=== TASK OBJECTIVE ===
Each entry below must be repeated exactly. Leave the pictures out of it.

=== SOURCE DATA ===
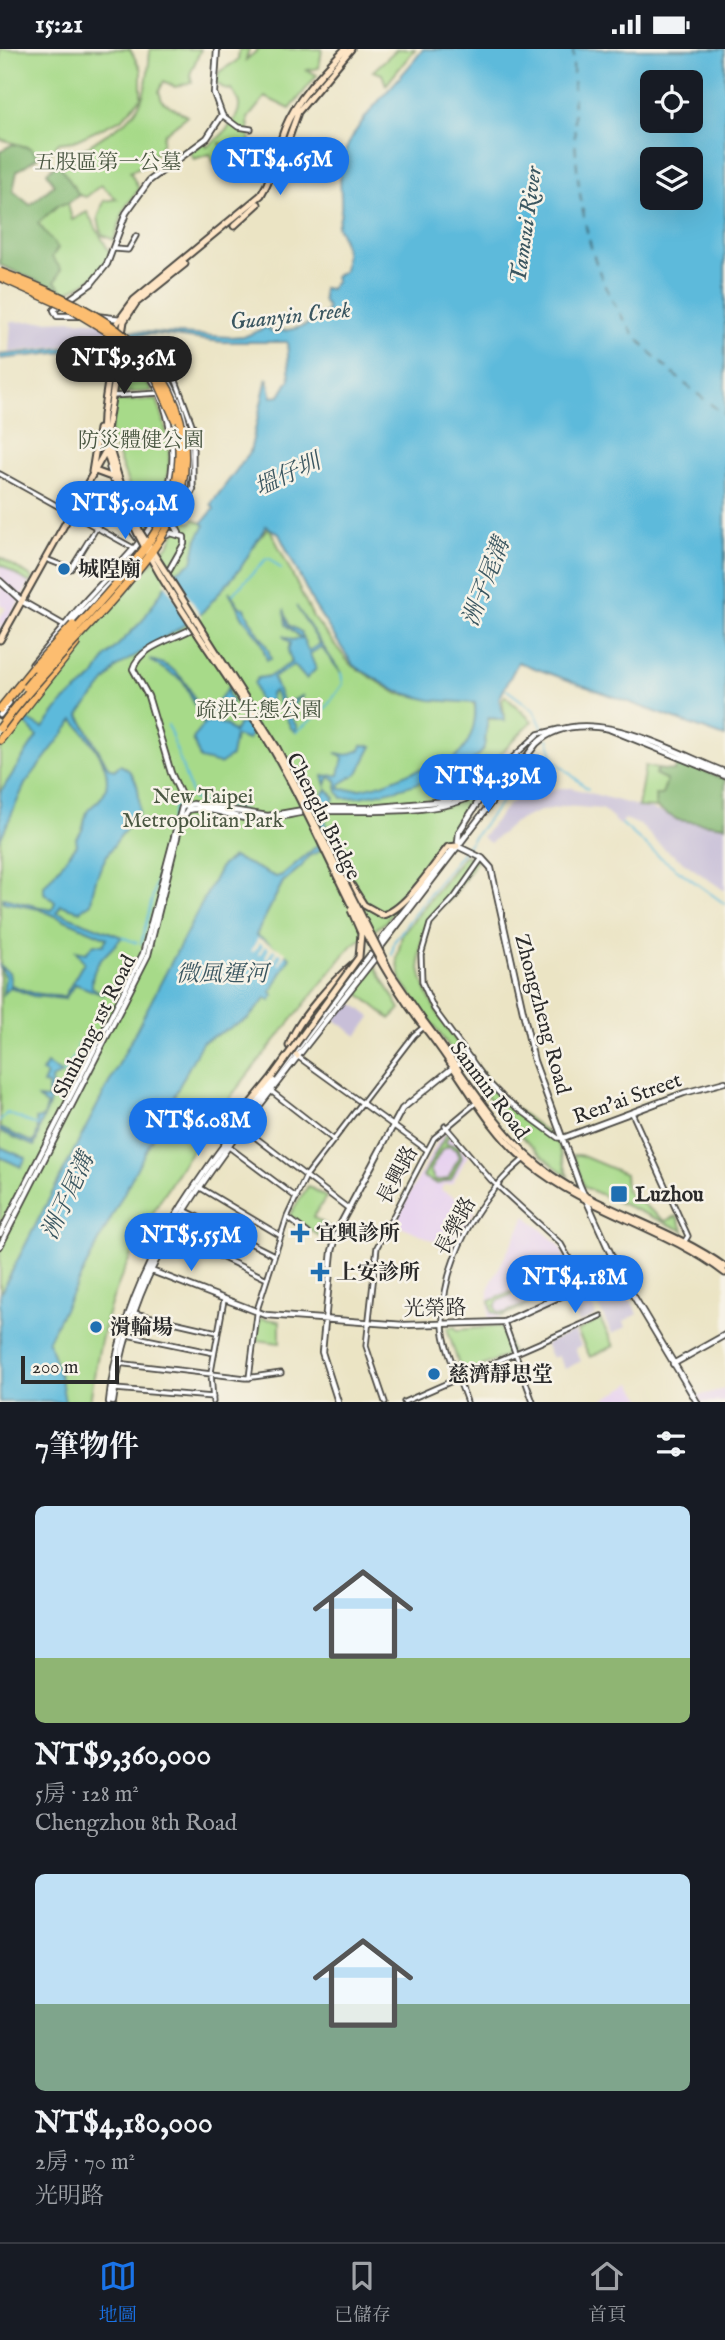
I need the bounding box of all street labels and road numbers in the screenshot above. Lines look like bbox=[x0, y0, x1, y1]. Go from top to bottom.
street label: Chenglu Bridge bbox=[279, 749, 366, 885]
street label: Zhongzheng Road bbox=[507, 931, 576, 1098]
street label: Shuhong 1st Road bbox=[48, 950, 143, 1103]
street label: Sanmin Road bbox=[443, 1036, 535, 1146]
street label: Ren'ai Street bbox=[569, 1067, 686, 1132]
street label: 長興路 bbox=[372, 1142, 425, 1210]
street label: 長樂路 bbox=[430, 1193, 483, 1261]
street label: 光榮路 bbox=[403, 1295, 467, 1324]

=== WRITTEN SOLUTION ===
I need the bounding box of all street labels and road numbers in the screenshot above. Lines look like bbox=[x0, y0, x1, y1]. Go from top to bottom.
street label: Chenglu Bridge bbox=[279, 749, 366, 885]
street label: Zhongzheng Road bbox=[507, 931, 576, 1098]
street label: Shuhong 1st Road bbox=[48, 950, 143, 1103]
street label: Sanmin Road bbox=[443, 1036, 535, 1146]
street label: Ren'ai Street bbox=[569, 1067, 686, 1132]
street label: 長興路 bbox=[372, 1142, 425, 1210]
street label: 長樂路 bbox=[430, 1193, 483, 1261]
street label: 光榮路 bbox=[403, 1295, 467, 1324]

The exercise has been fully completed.